Discontinuation or a re-evaluation of anti-calcitonin gene related peptide monoclonal antibody (anti-CGRP mAb) therapy is mandated in Europe after 6-12 months of use. Other reasons for patients with migraine to discontinue anti-CGRP mAb therapy include cost, loss of health insurance or cost savings program, relocating, lack of supply, adverse effects such as hair loss or constipation, etc.
Therefore, it is important to determine if a momentary pause of anti-CGRP mAb therapy will result in similar effectiveness as when it was first initiated.
We know that discontinuation results in an increase in migraine frequency, severity, and duration for most migraineurs:
We can conclude from the studies we have that an arbitrary discontinuation period by health insurance and/or governing bodies that isn't individualized to the patient is not optimal.
Unfortunately, because this is seemingly enforced in Europe, the question isn't about whether to discontinue, but what happens when re-initiation of anti-CGRP mAbs occurs. Do migraine patients go back to their baseline when they were initially on the medication or does migraine morbidity worsen?
In a small longitudinal cohort study, most patients returned to their baseline level of migraine morbidity determined by counting monthly migraine days, monthly headache days, and monthly days with acute medication use. However, 21.4% of patients with episodic migraine and 32% of patients with chronic migraine did not respond to the re-initiation of treatment.
There was no difference in demographics or headache data at baseline for those that responded versus those that did not following re-initiation. This means that a patient that won’t respond again can’t be predicted. Interestingly, those that did not respond did better initially on mAbs and had a greater improvement of monthly migraine days than those that responded.

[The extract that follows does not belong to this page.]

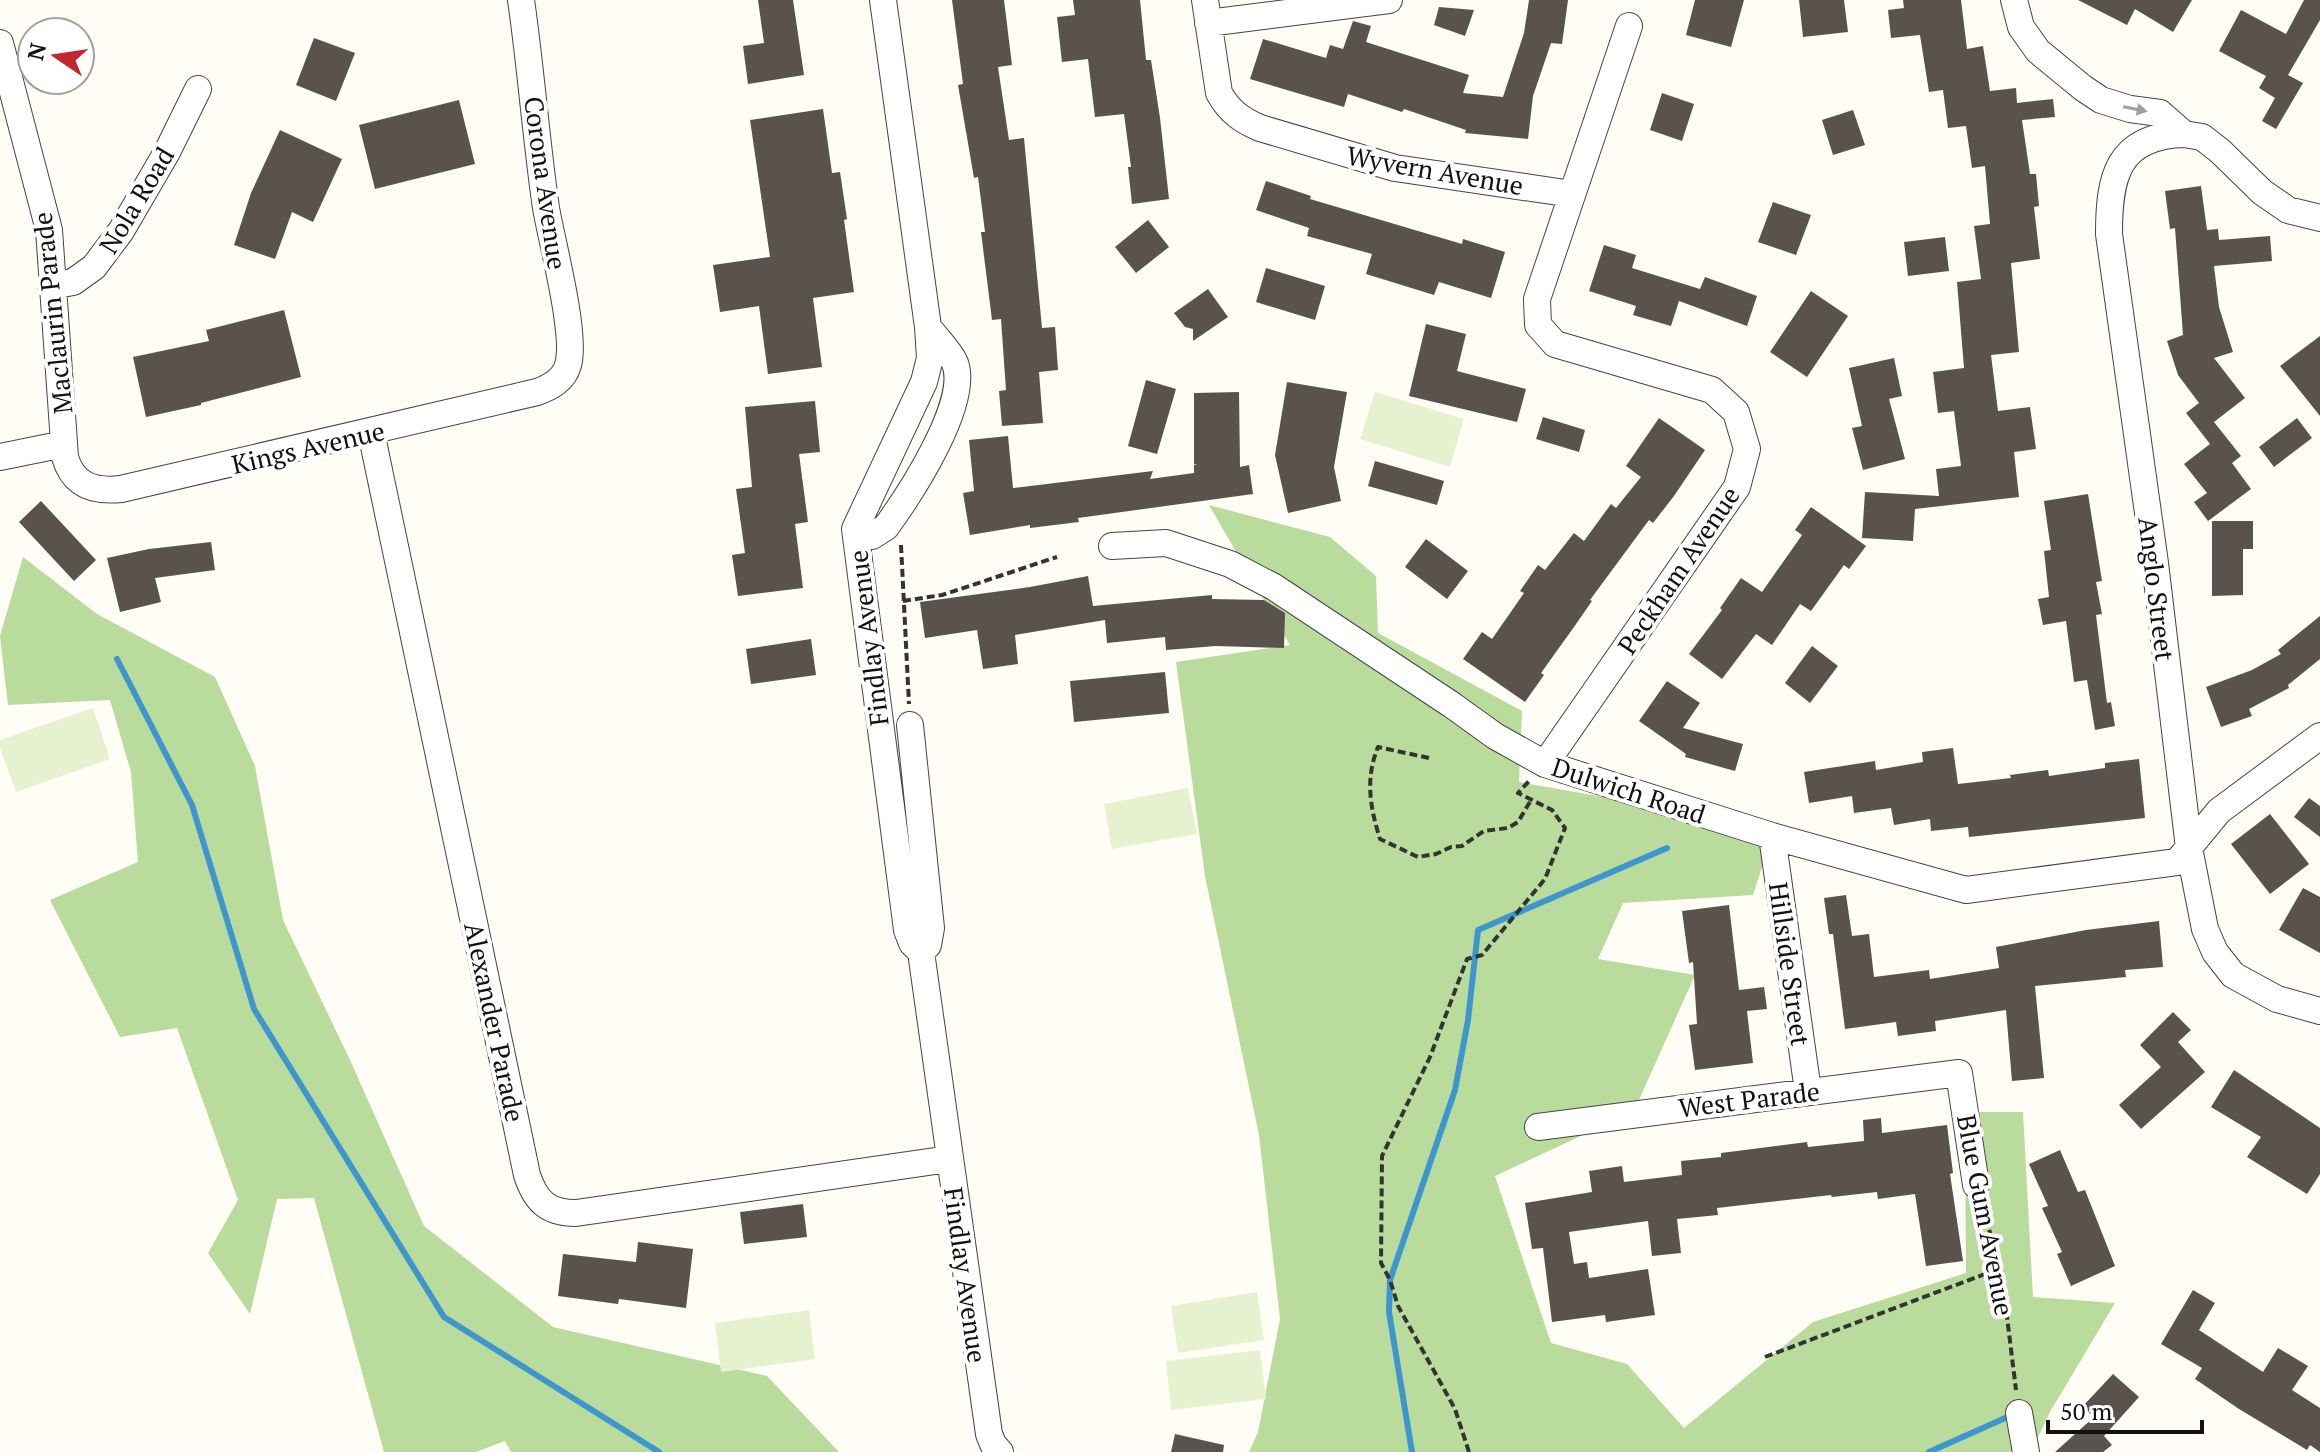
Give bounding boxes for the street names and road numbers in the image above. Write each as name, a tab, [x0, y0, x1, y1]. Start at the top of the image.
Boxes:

https://thejournalofheadacheandpain.biomedcentral.com/articles/10.1186/s10194-022-01417-9#ref-CR17
This raises more questions. We know that about 30% of patients did not respond when they did respond initially, but what happens if discontinuation occurs again? Do another 30% of responders stop responding? Unfortunately, we do not have the data for this yet, but it is of great value as discontinuing mAbs can lead to great morbidity as well as an increase in overall healthcare costs.

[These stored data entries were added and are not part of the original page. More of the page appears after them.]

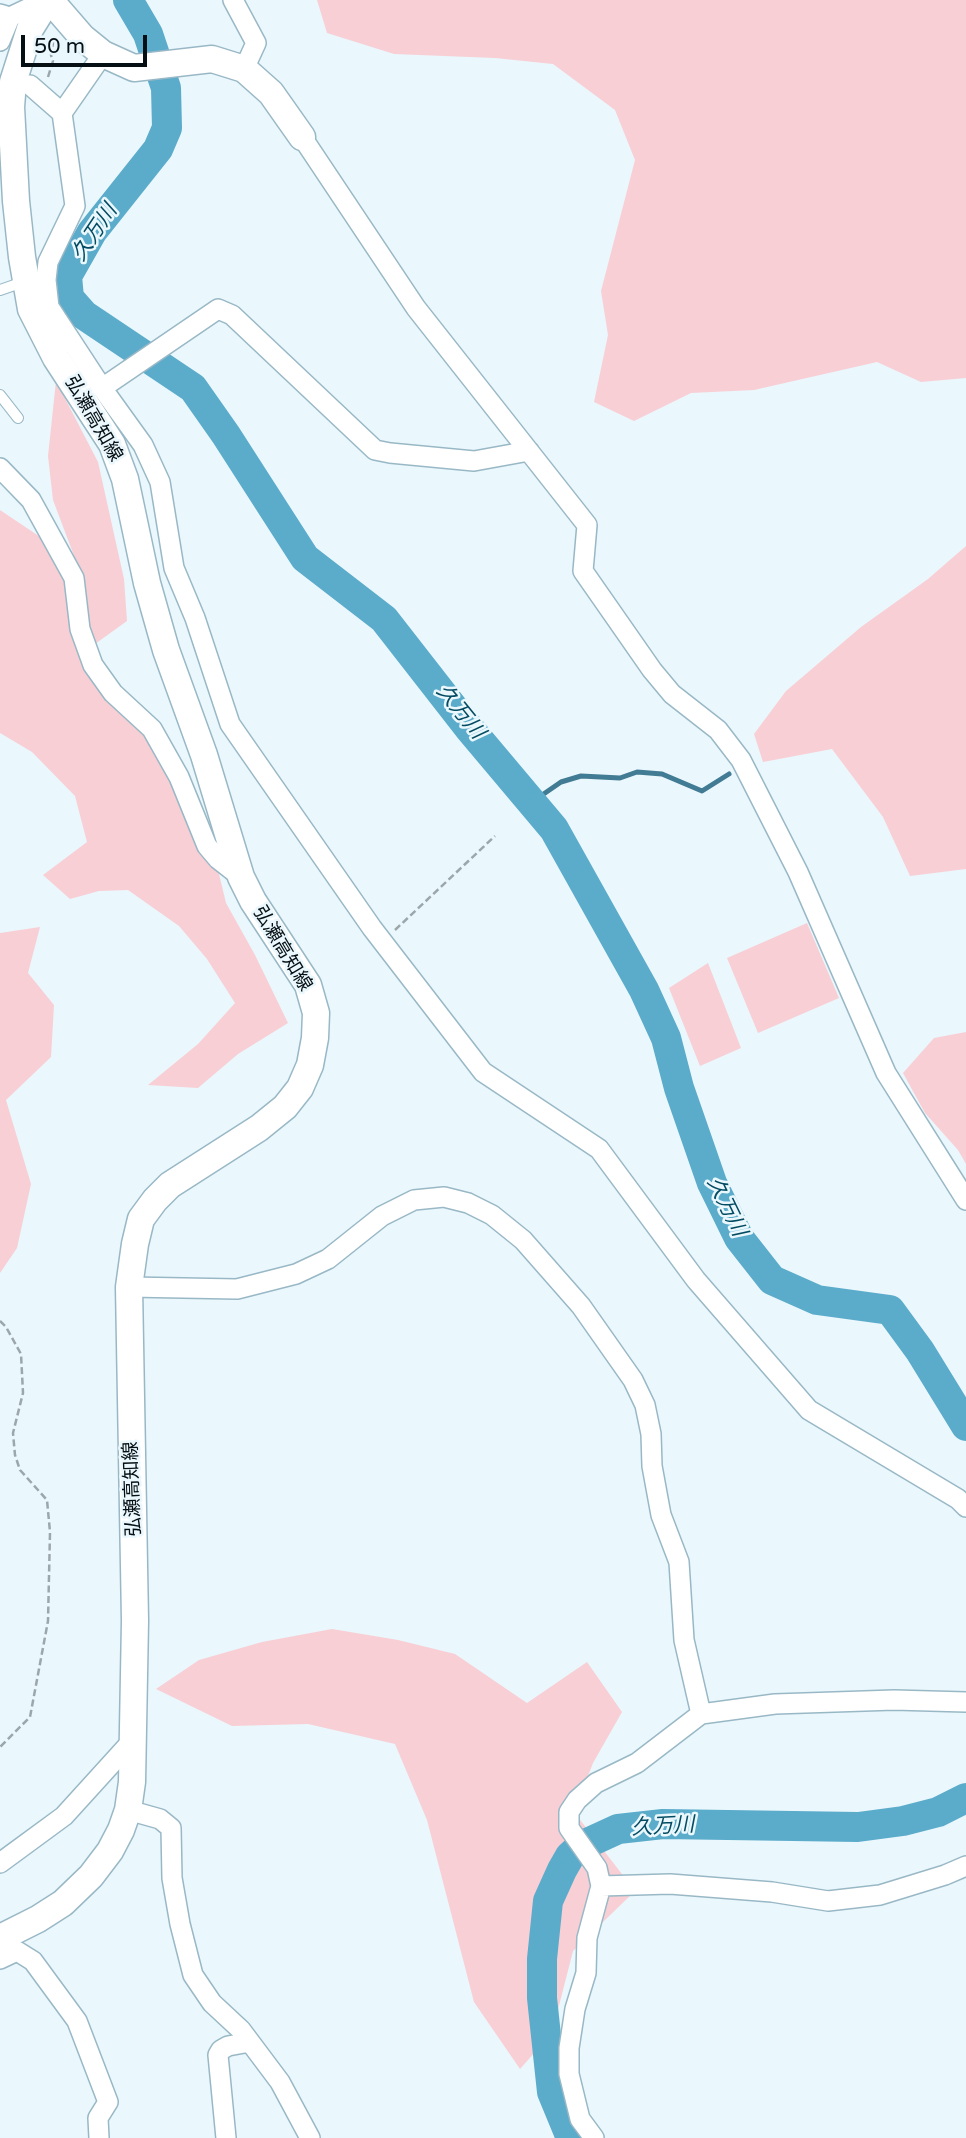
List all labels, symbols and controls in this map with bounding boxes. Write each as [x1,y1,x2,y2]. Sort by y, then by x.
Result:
scale bar [24,21,150,65]
text: 50 m [34,34,85,59]
water label: 久万川 [67,200,123,266]
street label: 弘瀬高知線 [59,372,127,466]
water label: 久万川 [430,680,490,744]
street label: 弘瀬高知線 [248,902,316,996]
water label: 久万川 [701,1173,751,1241]
street label: 弘瀬高知線 [120,1441,146,1537]
water label: 久万川 [631,1813,695,1841]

Moreover, the same mAb was used. We do not know the results if a different mAb were to be used. In the general population, when patients are non-responders to one mAb, another may be used with success.
https://journals.sagepub.com/doi/10.1177/03331024231160519
The most likely follow-up question would be to know if non-responders developed anti-drug antibodies (ADAs). While we do not know for certain, we can make some assumptions.

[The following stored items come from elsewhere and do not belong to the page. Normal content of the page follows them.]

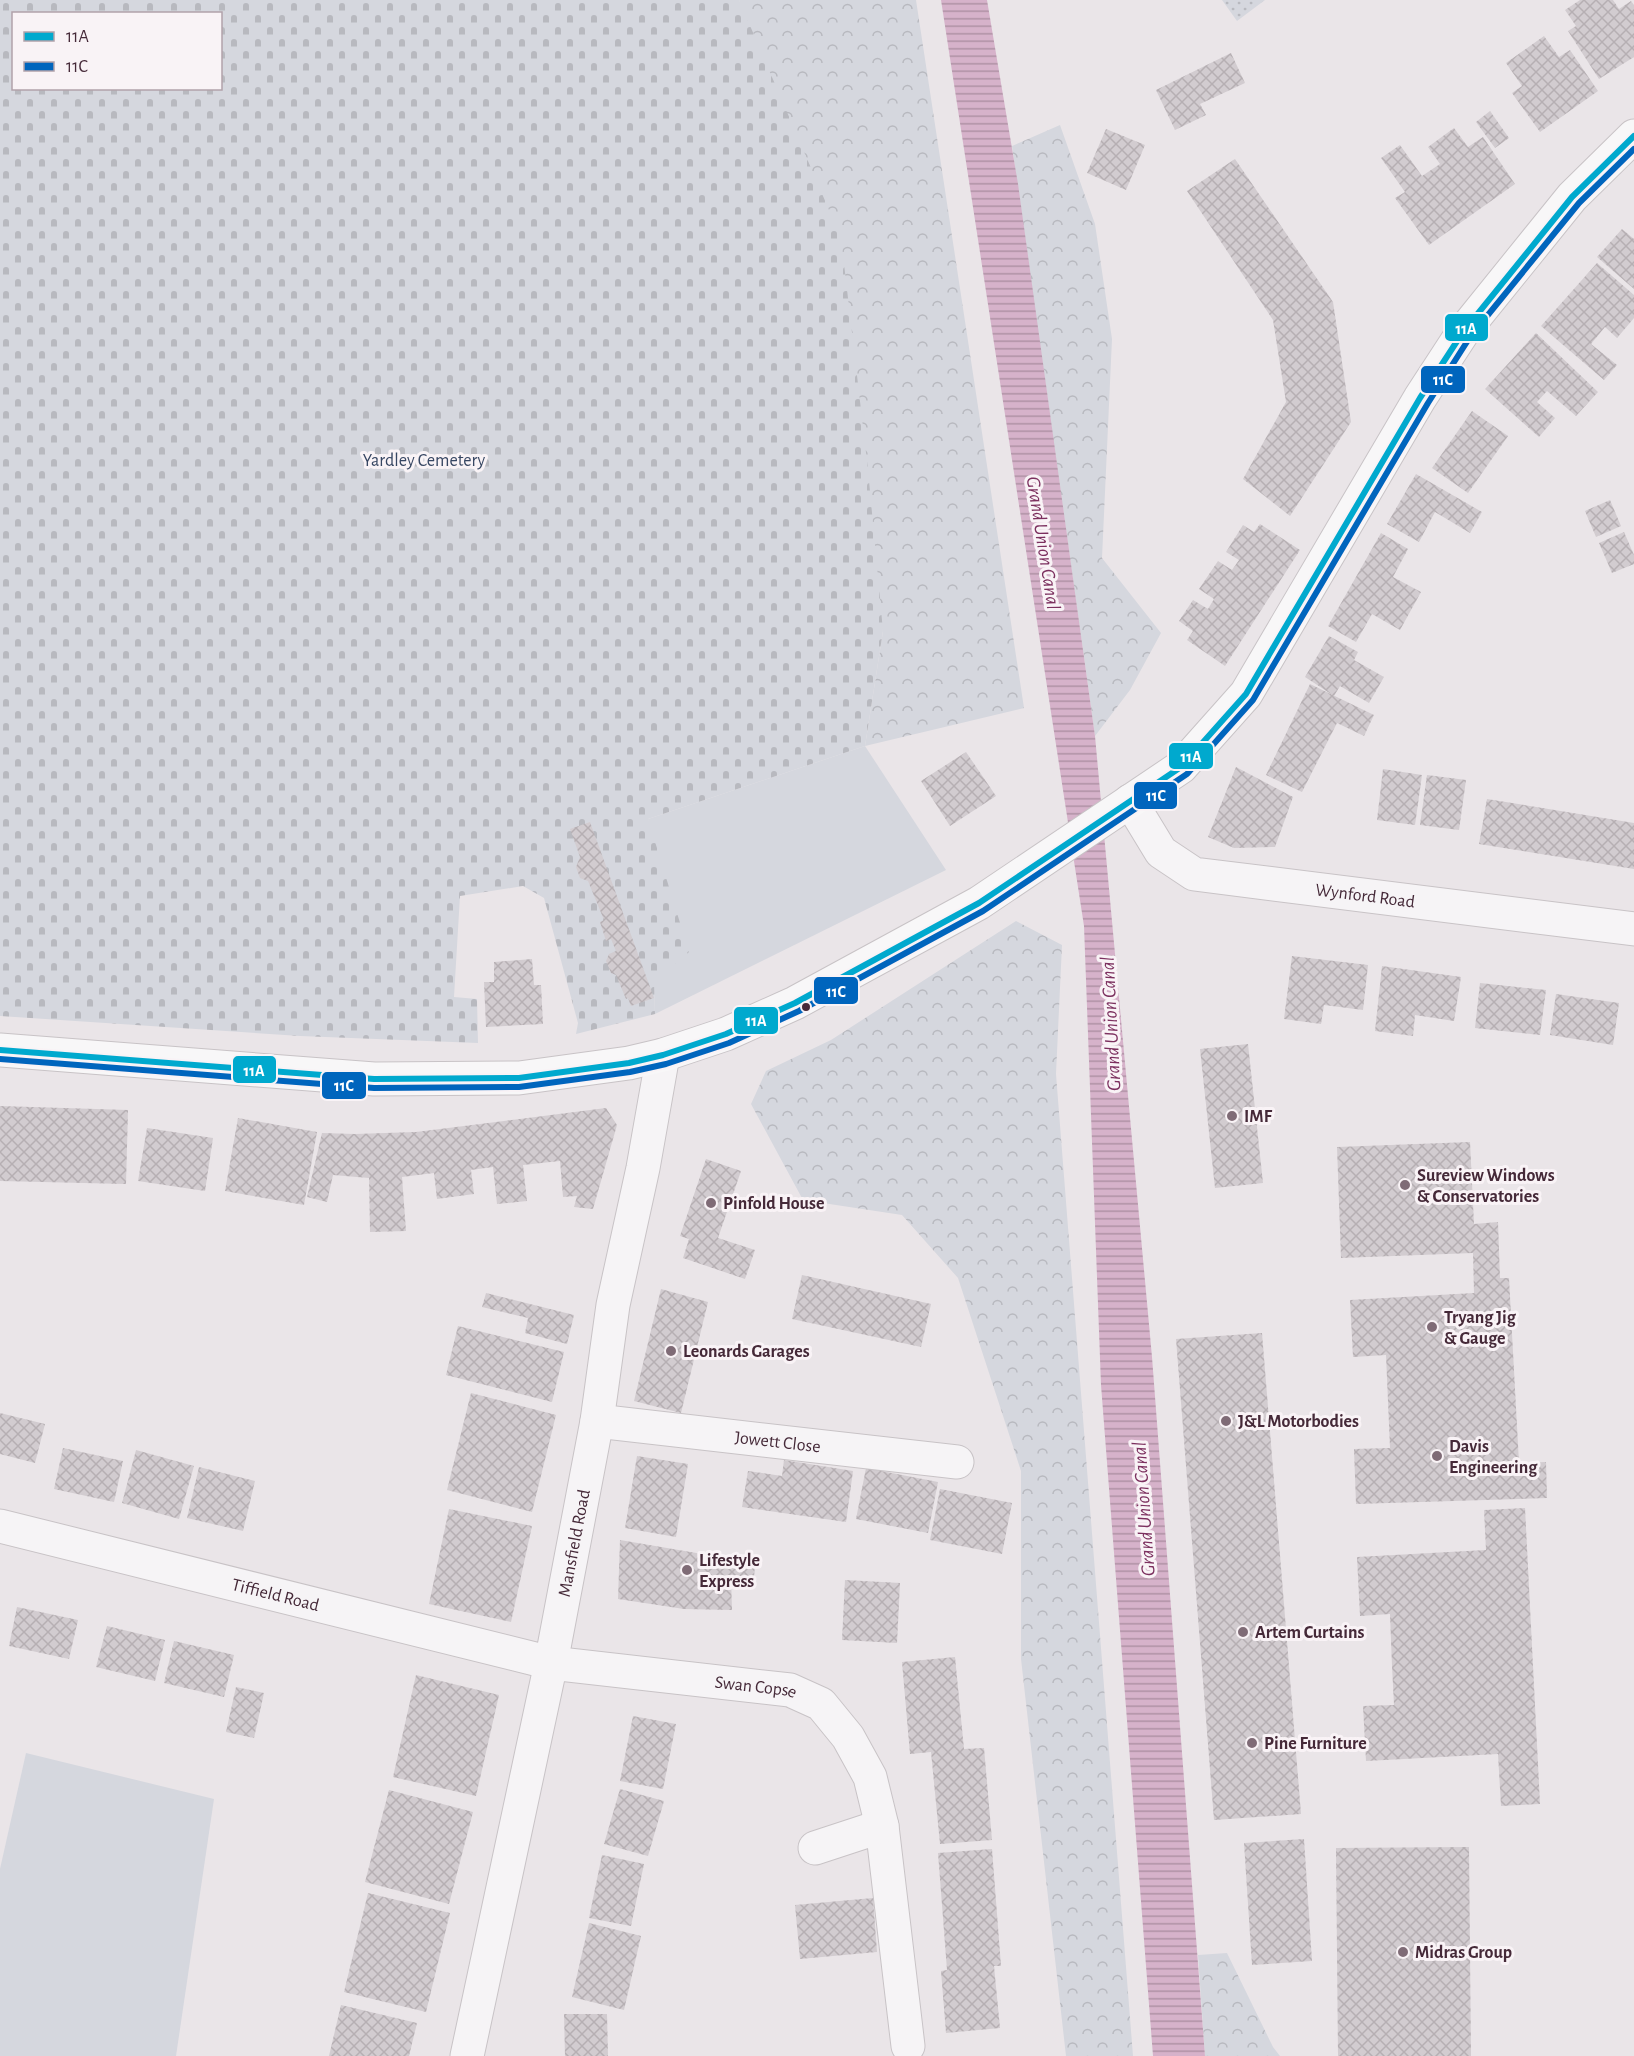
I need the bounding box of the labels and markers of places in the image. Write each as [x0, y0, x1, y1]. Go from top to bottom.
unlabelled marker [800, 1001, 812, 1013]
place label: IMF [1244, 1108, 1273, 1126]
marker: IMF [1225, 1109, 1239, 1123]
place label: Sureview Windows & Conservatories [1417, 1167, 1555, 1206]
marker: Sureview Windows & Conservatories [1398, 1178, 1412, 1192]
place label: Pinfold House [723, 1195, 824, 1213]
marker: Pinfold House [704, 1196, 718, 1210]
place label: Tryang Jig & Gauge [1444, 1309, 1517, 1348]
marker: Tryang Jig & Gauge [1425, 1320, 1439, 1334]
place label: Leonards Garages [683, 1343, 810, 1361]
marker: Leonards Garages [664, 1344, 678, 1358]
place label: J&L Motorbodies [1238, 1413, 1359, 1431]
marker: J&L Motorbodies [1219, 1414, 1233, 1428]
place label: Davis Engineering [1449, 1438, 1538, 1477]
marker: Davis Engineering [1430, 1449, 1444, 1463]
place label: Lifestyle Express [699, 1552, 760, 1591]
marker: Lifestyle Express [680, 1563, 694, 1577]
place label: Artem Curtains [1255, 1624, 1364, 1642]
marker: Artem Curtains [1236, 1625, 1250, 1639]
place label: Pine Furniture [1264, 1735, 1367, 1753]
marker: Pine Furniture [1245, 1736, 1259, 1750]
place label: Midras Group [1415, 1944, 1512, 1962]
marker: Midras Group [1396, 1945, 1410, 1959]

First, we must differentiate between neutralizing ADAs (NAbs) and non-NAbs. NAbs inhibit or reduce the effectiveness of the monoclonal antibody while non-NAbs bind to the drug but do not change its pharmacological activity- only the pharmacokinetics. Therefore, we are concerned with the NAbs.
Among migraine patients that use anti-CGRP mAbs, the rate of development of NAbs ranged from 0-12%.
https://thejournalofheadacheandpain.biomedcentral.com/articles/10.1186/s10194-020-01211-5
So, while this may contribute to the 30% that didn’t respond again to anti-CGRP mAbs after discontinuation, it does not give us the whole story. It is also possible that a break may increase anti-drug antibodies, but this has yet to be seen.
While we need more studies, it may be prudent to end mandatory discontinuation of anti-CGRP mAbs and to assist migraine patients in continuing to find access to these medications so they don't risk not responding after a period of discontinuation.